> _REQUIREMENT_: Where a line of the data below has the string "destra", copy that line.

Recorded data
--- START ---

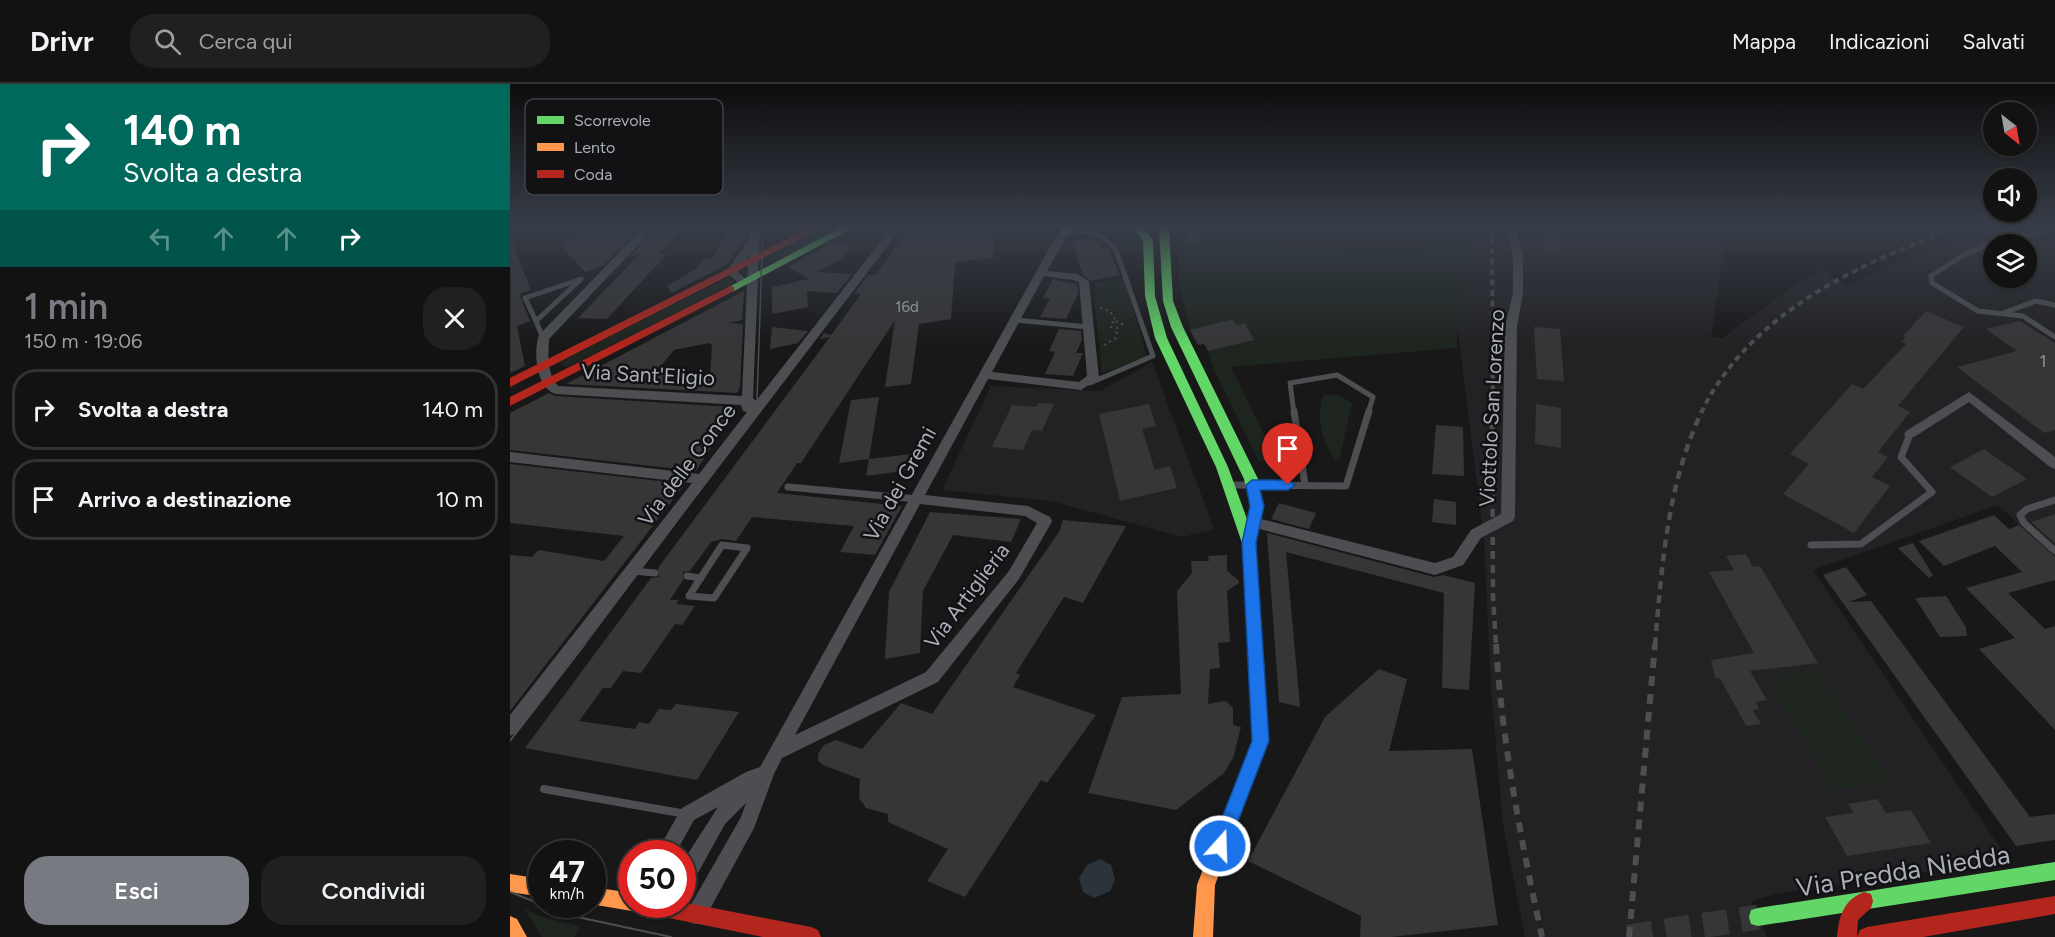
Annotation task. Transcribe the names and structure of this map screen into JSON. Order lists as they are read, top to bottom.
{
  "streets": {
    "main road": ["Via Predda Niedda"],
    "street": [
      "Via Sant'Eligio",
      "Viottolo San Lorenzo",
      "Via delle Conce",
      "Via dei Gremi",
      "Via Artiglieria"
    ]
  },
  "crossings": [
    ["Via dei Gremi", "Via Artiglieria"]
  ],
  "house_numbers": ["16d", "1"],
  "legend": ["Scorrevole", "Lento", "Coda"],
  "north": "bottom right",
  "page": {
    "header": "Drivr",
    "search": "Cerca qui",
    "nav": ["Mappa", "Indicazioni", "Salvati"],
    "turn": ["140 m", "Svolta a destra"],
    "heading": ["1 min", "150 m · 19:06"],
    "list": [
      {
        "name": "Svolta a destra",
        "value": "140 m"
      },
      {
        "name": "Arrivo a destinazione",
        "value": "10 m"
      }
    ],
    "speed": "47 km/h",
    "limit": "50",
    "buttons": ["Esci", "Condividi"]
  }
}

--- END ---

> _EXERCISE ANSWER_:
    "turn": ["140 m", "Svolta a destra"],
        "name": "Svolta a destra",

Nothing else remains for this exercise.